The Government has been accused of "circumventing the law" to appoint the former Attorney General, Máire Whelan, as a judge.
Sinn Féin's Mary Lou McDonald described Justice Minister Charlie Flanagan's speech as a long-winded way of telling the opposition to mind its own business.
Mr Flanagan said it would be unconstitutional for him to discuss how three High Court judges were overlooked for a new job, in favour of the former Attorney General.
He said Cabinet discussions around who to nominate for judicial roles are covered by Cabinet confidentiality.
Minister Flanagan said it would also be unfair to the other judges to talk about applications they did not make.
He said: "In fairness to any such member of the judiciary who may have expressed such interest, we're hardly going to lay out for political and public consumption the names and details of serving judges who have chosen to put themselves forward for more senior positions.
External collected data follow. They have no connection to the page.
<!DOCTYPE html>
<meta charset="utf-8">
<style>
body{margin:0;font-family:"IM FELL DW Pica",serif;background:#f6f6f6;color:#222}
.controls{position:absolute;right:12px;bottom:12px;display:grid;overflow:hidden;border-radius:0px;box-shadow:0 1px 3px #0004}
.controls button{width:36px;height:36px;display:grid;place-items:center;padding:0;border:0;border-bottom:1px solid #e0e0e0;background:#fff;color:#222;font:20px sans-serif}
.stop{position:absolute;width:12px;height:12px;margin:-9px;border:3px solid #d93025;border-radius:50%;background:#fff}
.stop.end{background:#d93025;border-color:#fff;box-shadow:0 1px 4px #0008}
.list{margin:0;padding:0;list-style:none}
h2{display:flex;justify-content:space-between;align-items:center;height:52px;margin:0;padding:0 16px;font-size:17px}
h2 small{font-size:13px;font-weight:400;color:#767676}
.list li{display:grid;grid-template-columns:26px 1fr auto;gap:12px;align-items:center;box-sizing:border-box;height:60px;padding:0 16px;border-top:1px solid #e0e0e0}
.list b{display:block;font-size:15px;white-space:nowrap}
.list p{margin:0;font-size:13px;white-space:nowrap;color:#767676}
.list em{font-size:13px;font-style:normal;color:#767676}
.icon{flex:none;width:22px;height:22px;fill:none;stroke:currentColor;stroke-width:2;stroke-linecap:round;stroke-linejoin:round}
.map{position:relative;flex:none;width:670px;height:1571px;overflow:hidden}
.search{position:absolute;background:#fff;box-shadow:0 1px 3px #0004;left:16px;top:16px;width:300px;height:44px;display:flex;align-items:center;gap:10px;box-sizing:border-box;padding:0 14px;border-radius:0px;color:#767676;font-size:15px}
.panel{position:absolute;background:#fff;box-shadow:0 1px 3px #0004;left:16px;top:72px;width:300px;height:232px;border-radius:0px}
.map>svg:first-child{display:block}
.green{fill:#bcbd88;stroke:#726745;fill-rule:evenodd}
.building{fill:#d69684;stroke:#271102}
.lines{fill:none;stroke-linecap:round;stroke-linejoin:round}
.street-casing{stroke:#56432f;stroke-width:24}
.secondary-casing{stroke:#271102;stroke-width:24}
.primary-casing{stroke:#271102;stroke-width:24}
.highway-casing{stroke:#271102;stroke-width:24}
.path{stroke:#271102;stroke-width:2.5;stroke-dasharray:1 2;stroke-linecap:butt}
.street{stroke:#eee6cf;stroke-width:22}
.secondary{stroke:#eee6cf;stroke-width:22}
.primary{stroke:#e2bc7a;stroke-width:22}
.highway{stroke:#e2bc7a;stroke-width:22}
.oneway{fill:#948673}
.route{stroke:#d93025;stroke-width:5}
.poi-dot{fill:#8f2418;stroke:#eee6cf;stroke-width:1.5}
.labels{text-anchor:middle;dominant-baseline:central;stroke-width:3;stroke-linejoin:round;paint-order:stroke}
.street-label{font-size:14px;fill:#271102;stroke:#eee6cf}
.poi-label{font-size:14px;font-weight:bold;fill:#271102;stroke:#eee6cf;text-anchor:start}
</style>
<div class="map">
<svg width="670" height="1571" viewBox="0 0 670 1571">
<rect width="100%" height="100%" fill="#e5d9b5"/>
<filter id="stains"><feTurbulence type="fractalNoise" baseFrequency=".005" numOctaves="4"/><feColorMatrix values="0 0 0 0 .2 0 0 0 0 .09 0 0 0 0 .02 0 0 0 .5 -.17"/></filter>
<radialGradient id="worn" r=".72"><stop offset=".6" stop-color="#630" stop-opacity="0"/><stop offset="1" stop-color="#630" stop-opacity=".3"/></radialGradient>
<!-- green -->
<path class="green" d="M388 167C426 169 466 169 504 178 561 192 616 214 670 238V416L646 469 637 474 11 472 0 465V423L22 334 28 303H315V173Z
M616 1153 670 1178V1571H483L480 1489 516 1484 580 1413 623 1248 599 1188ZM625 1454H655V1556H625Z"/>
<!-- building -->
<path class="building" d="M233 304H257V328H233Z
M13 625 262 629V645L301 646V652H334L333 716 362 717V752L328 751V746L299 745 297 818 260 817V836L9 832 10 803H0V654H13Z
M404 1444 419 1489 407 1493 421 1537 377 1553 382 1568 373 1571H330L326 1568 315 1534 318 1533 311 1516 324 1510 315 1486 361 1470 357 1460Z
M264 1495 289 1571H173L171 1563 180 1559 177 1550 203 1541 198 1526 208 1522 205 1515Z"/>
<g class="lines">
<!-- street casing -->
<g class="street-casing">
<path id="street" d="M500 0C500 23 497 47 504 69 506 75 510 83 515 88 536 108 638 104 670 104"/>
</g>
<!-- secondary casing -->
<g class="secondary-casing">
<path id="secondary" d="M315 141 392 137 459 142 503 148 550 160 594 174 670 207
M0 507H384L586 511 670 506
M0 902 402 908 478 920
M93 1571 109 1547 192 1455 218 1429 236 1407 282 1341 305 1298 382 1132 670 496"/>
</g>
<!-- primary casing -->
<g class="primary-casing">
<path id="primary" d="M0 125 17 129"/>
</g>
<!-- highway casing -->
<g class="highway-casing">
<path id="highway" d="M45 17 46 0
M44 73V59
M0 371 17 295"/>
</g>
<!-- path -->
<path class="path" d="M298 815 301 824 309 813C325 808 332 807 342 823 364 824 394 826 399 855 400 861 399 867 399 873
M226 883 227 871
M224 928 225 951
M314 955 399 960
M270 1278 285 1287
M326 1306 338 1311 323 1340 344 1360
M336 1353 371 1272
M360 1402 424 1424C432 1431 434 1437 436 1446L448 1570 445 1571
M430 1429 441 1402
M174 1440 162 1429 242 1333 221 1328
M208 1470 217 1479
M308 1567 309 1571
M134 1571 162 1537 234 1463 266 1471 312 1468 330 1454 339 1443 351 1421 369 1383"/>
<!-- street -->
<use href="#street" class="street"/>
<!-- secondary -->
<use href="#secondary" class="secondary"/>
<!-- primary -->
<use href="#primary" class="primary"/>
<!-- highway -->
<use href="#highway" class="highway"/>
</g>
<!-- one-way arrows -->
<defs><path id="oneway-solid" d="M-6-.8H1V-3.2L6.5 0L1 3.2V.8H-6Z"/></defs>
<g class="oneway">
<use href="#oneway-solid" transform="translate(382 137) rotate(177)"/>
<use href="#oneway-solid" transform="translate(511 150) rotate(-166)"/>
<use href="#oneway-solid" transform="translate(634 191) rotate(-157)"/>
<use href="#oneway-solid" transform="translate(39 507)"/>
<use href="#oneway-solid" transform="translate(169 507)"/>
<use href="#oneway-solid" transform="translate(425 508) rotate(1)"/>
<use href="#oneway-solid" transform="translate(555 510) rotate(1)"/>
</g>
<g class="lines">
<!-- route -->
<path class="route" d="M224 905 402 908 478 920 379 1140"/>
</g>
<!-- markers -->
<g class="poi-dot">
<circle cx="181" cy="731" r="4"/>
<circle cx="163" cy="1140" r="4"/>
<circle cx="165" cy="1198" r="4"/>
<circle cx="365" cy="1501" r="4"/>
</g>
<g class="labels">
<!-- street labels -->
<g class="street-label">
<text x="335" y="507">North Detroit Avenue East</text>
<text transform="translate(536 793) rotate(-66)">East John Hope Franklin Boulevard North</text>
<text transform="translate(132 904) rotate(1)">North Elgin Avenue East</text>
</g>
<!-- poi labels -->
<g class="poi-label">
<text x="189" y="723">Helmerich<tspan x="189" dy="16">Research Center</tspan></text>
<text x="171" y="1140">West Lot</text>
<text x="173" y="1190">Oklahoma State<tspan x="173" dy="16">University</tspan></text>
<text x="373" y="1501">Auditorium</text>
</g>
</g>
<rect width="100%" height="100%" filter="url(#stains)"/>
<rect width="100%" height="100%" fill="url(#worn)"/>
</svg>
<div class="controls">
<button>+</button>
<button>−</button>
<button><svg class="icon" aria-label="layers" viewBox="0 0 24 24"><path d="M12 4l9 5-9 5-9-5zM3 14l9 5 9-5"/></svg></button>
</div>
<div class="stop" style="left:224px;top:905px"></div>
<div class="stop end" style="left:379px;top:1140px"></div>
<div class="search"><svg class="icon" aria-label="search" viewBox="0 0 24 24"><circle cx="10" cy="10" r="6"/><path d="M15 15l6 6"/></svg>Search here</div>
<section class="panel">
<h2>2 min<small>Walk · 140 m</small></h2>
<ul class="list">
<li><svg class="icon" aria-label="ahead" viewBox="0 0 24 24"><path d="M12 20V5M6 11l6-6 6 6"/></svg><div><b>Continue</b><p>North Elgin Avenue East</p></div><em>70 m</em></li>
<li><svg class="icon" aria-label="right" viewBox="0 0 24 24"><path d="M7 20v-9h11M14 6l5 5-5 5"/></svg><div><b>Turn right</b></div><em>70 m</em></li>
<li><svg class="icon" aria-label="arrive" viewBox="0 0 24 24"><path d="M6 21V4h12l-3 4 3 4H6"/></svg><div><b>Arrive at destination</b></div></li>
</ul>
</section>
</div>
"Would we not be rightly castigated for doing such?"
Fianna Fáil also said the laws on judicial appointments, introduced by Fine Gael after a similar controversy, were "simply ignored".
However, it has emerged during a Dáil debate that the Fianna Fáil leader Micheál Martin rang Taoiseach Leo Varadkar on Sunday to complain about Ms Whelan's candidacy.
Ms McDonald said that is a sign that Mr Martin is trying to control matters he should not.
She said: "The conversation was not just a casual tete-a-tete between the leader of Fine Gael and the leader of Fianna Fáil.
"It was very directly an attempt by Micheál Martin to prevent an appointment to the bench by government."